I had dutifully laid all the ladders along the main trunk of the tree for homework which had taken a surprising amount of time. The main thing is to follow the line of the curve of the design and, in areas where things like the trunk splits in two, keep the design looking matched and continuous.

Today was all about learning as many stitches a possible so I would be able to independently complete various parts of the design. As you tend to stitch back to front, I was quite restricted on what areas I could stitch with the main trunk not being completed. However, we managed to find more than enough to keep us busy.

The main trunk is being worked in raised stem band, which is a really fun stitch to do. After laying the ladders, you then weave the needle over and under each subsequent ladder. It’s a bit easier with a blunt tapestry needle but the fat, fluffy nature of crewel wool means that it’s very easy to accidentally stitch through a ladder rather than around it. The key thing is keeping the tension even in the stitching, enough that the stitches don’t become huge loops but not so much that you distort the bars.


Fortunately, my little flower was in a fairly isolated area so I could also make some progress on this. Three of the petals are filled with tiny seed stitches and will be outlined in a whipped backstitch. Whipped backstitch is really easy to do and I love the finished ‘candy cane’ effect to it as well, though it makes it even more important to keep an even stitch length otherwise the whipping looks uneven2

I enjoyed the fly stitch but it did give the moment where I realised I’d managed to buy two skeins of 568, rather than the 566 I needed, so I couldn’t finish with a smooth colour gradient. I wish I had remembered my tekobari, a tool normally used in Japanese embroidery for poking, holding and generally forcing stitches into submission, as it was difficult holding back the previous rows to get the stitches in nice and tight.


The stem is a mixture of heavy chain along the outsides and stem stitch down the middle. I’m not sure the RSN is going to approve of that volume of lurid orange ‘accent colour’ but oh well.  The problem I’m finding with the colourways available in the crewel wools I’m using is that the greens are all a little dull so it’s hard to get them to stand out at all. This is partly because I’m supposed to be using traditional colours but I do prefer working with more intense colours.

The crewel wools are also posing a few other challenges. My favourite thing in the world to sew with is silk. It’s relatively durable, has a fantastic sheen if you lay it well, it tends not to snag (except for maybe badly treated flat silks.) The Appletons wool explodes into a haze of fibre as soon as it’s near the linen, and typically the bright orange seems to be the worst culprit for this, making the nice clean linen a fetching shade of red. They break and thin easily and, if you’re not careful, they’re really easy to unply as well. This is the first time I’ve stitched with wool, so I am trying to keep an open mind, but I’m not a fan just yet.
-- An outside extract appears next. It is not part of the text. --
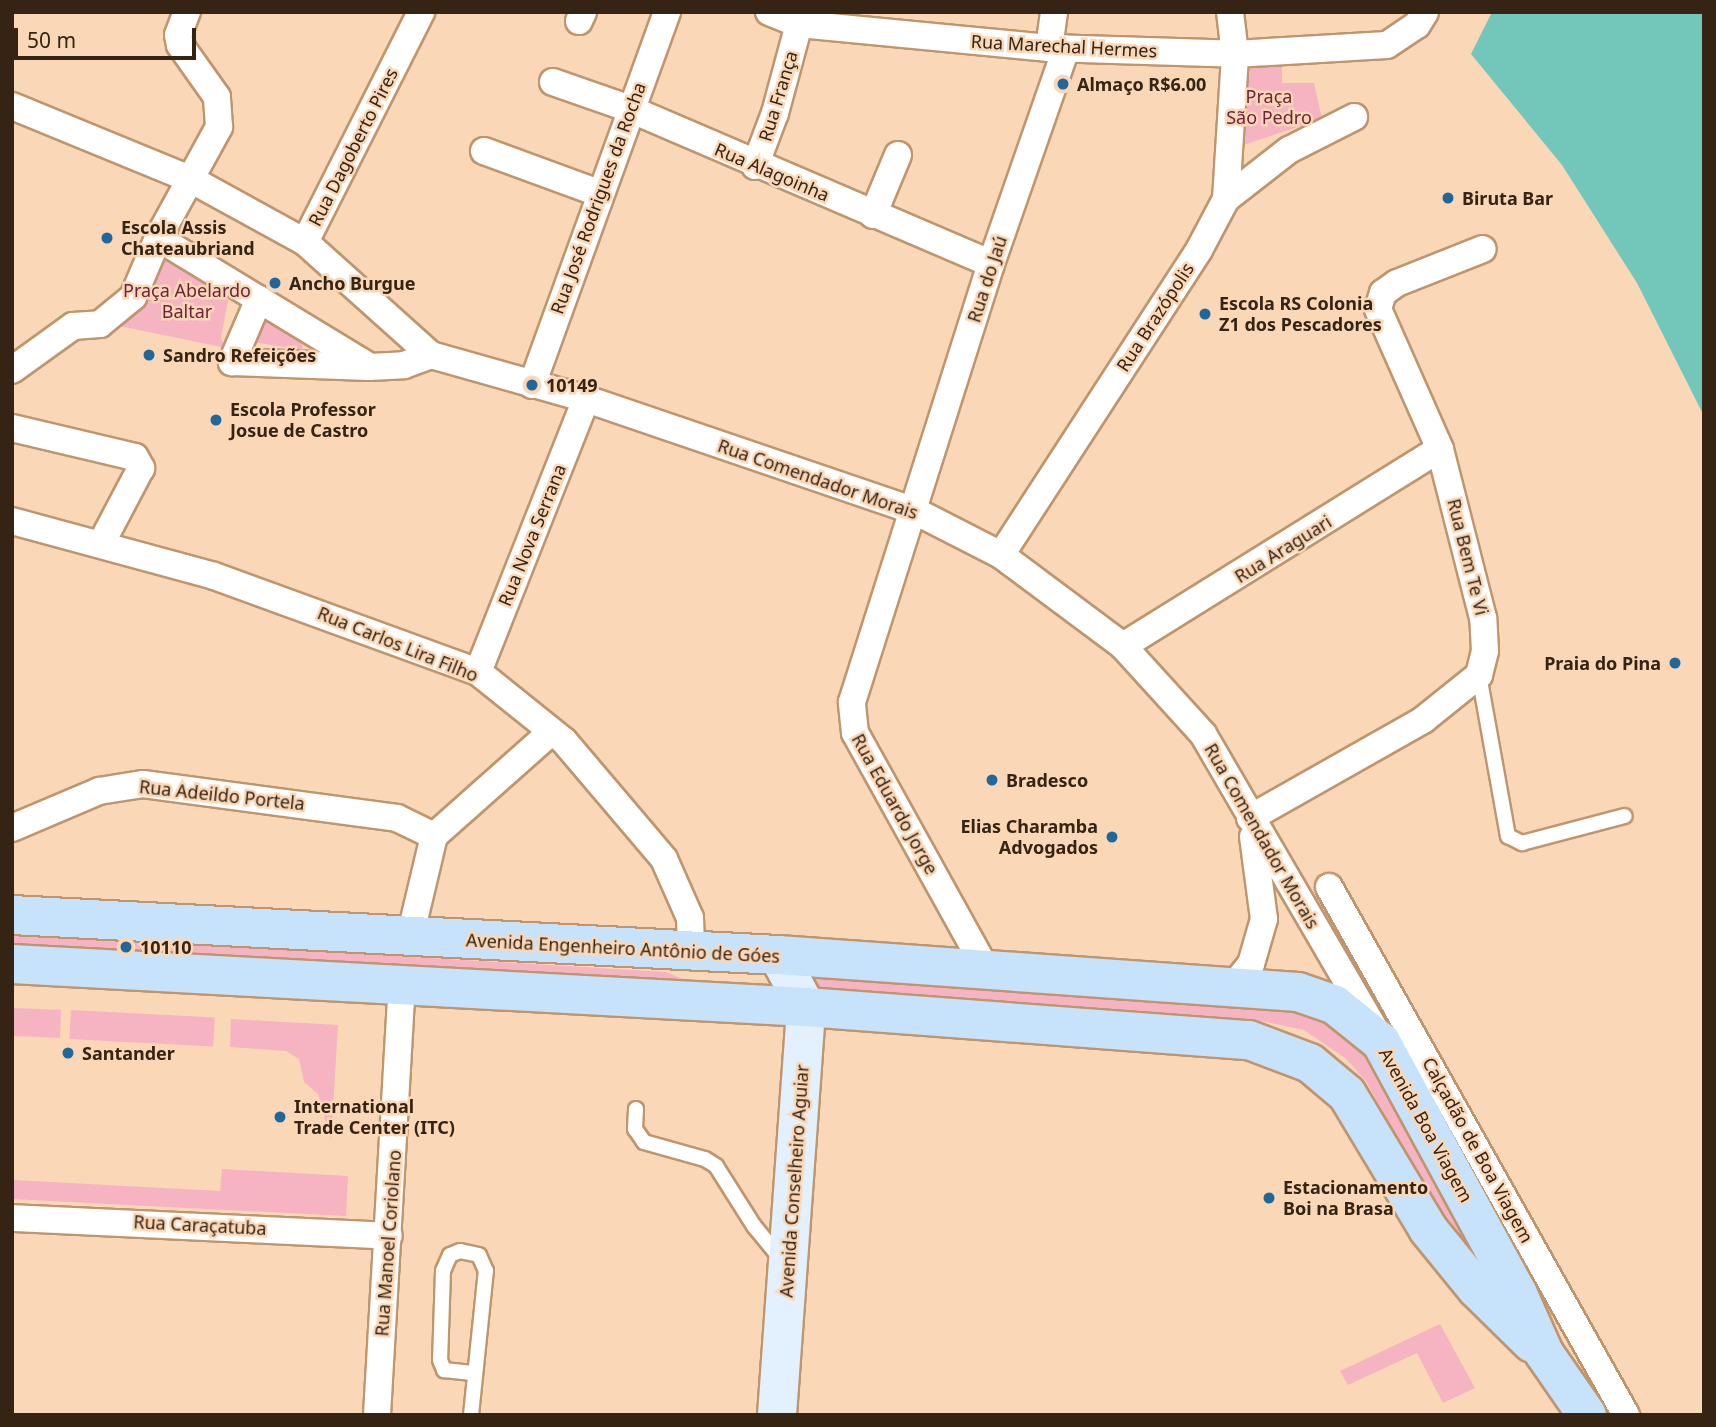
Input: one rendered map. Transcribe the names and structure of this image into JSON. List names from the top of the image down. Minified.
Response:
{"streets":{"main road":["Avenida Engenheiro Antônio de Góes","Avenida Boa Viagem","Avenida Conselheiro Aguiar"],"street":["Rua Marechal Hermes","Rua França","Rua Dagoberto Pires","Rua Alagoinha","Rua José Rodrigues da Rocha","Rua do Jaú","Rua Brazópolis","Rua Comendador Morais","Rua Nova Serrana","Rua Araguari","Rua Bem Te Vi","Rua Carlos Lira Filho","Rua Adeildo Portela","Rua Eduardo Jorge","Calçadão de Boa Viagem","Rua Caraçatuba","Rua Manoel Coriolano"]},"crossings":[["Rua Marechal Hermes","Rua França"],["Rua Marechal Hermes","Rua do Jaú"],["Rua Marechal Hermes","Rua Brazópolis"],["Rua França","Rua Alagoinha"],["Rua Dagoberto Pires","Rua Comendador Morais"],["Rua Alagoinha","Rua José Rodrigues da Rocha"],["Rua Alagoinha","Rua do Jaú"],["Rua José Rodrigues da Rocha","Rua Comendador Morais"],["Rua do Jaú","Rua Comendador Morais"],["Rua do Jaú","Rua Eduardo Jorge"],["Rua Brazópolis","Rua Comendador Morais"],["Rua Comendador Morais","Rua Nova Serrana"],["Rua Comendador Morais","Rua Araguari"],["Rua Comendador Morais","Rua Eduardo Jorge"],["Rua Comendador Morais","Avenida Boa Viagem"],["Rua Nova Serrana","Rua Carlos Lira Filho"],["Rua Araguari","Rua Bem Te Vi"],["Rua Carlos Lira Filho","Avenida Engenheiro Antônio de Góes"],["Rua Eduardo Jorge","Avenida Engenheiro Antônio de Góes"],["Avenida Engenheiro Antônio de Góes","Avenida Boa Viagem"],["Avenida Boa Viagem","Avenida Conselheiro Aguiar"],["Rua Caraçatuba","Rua Manoel Coriolano"]],"parks":["Praça São Pedro","Praça Abelardo Baltar"],"places":["Almaço R$6.00","Biruta Bar","Escola Assis Chateaubriand","Ancho Burgue","Escola RS Colonia Z1 dos Pescadores","Sandro Refeições","10149","Escola Professor Josue de Castro","Praia do Pina","Bradesco","Elias Charamba Advogados","10110","Santander","International Trade Center (ITC)","Estacionamento Boi na Brasa"],"scale_bar":"50 m"}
The design has already changed a little from original colour drawings and stitch plan under the guidance of my tutor. One thing to take into consideration when making a stitch plan is ‘where can you hide the beginning and end of stitches.’ I had originally planned to work the centre of the main flower as an open area with bullion and French knots in it but I’ve changed this to something with a solid fill as it’s a very convenient place for stopping all of my raised stem band.

It looks like pittance when I look at the entire volume of stitching achieved today but I am enjoying seeing some progress on the piece and actually being able to stitch.  I loved the designing process, and am looking forward to having the opportunity to do it again, but for now it’s stitch stitch stitch!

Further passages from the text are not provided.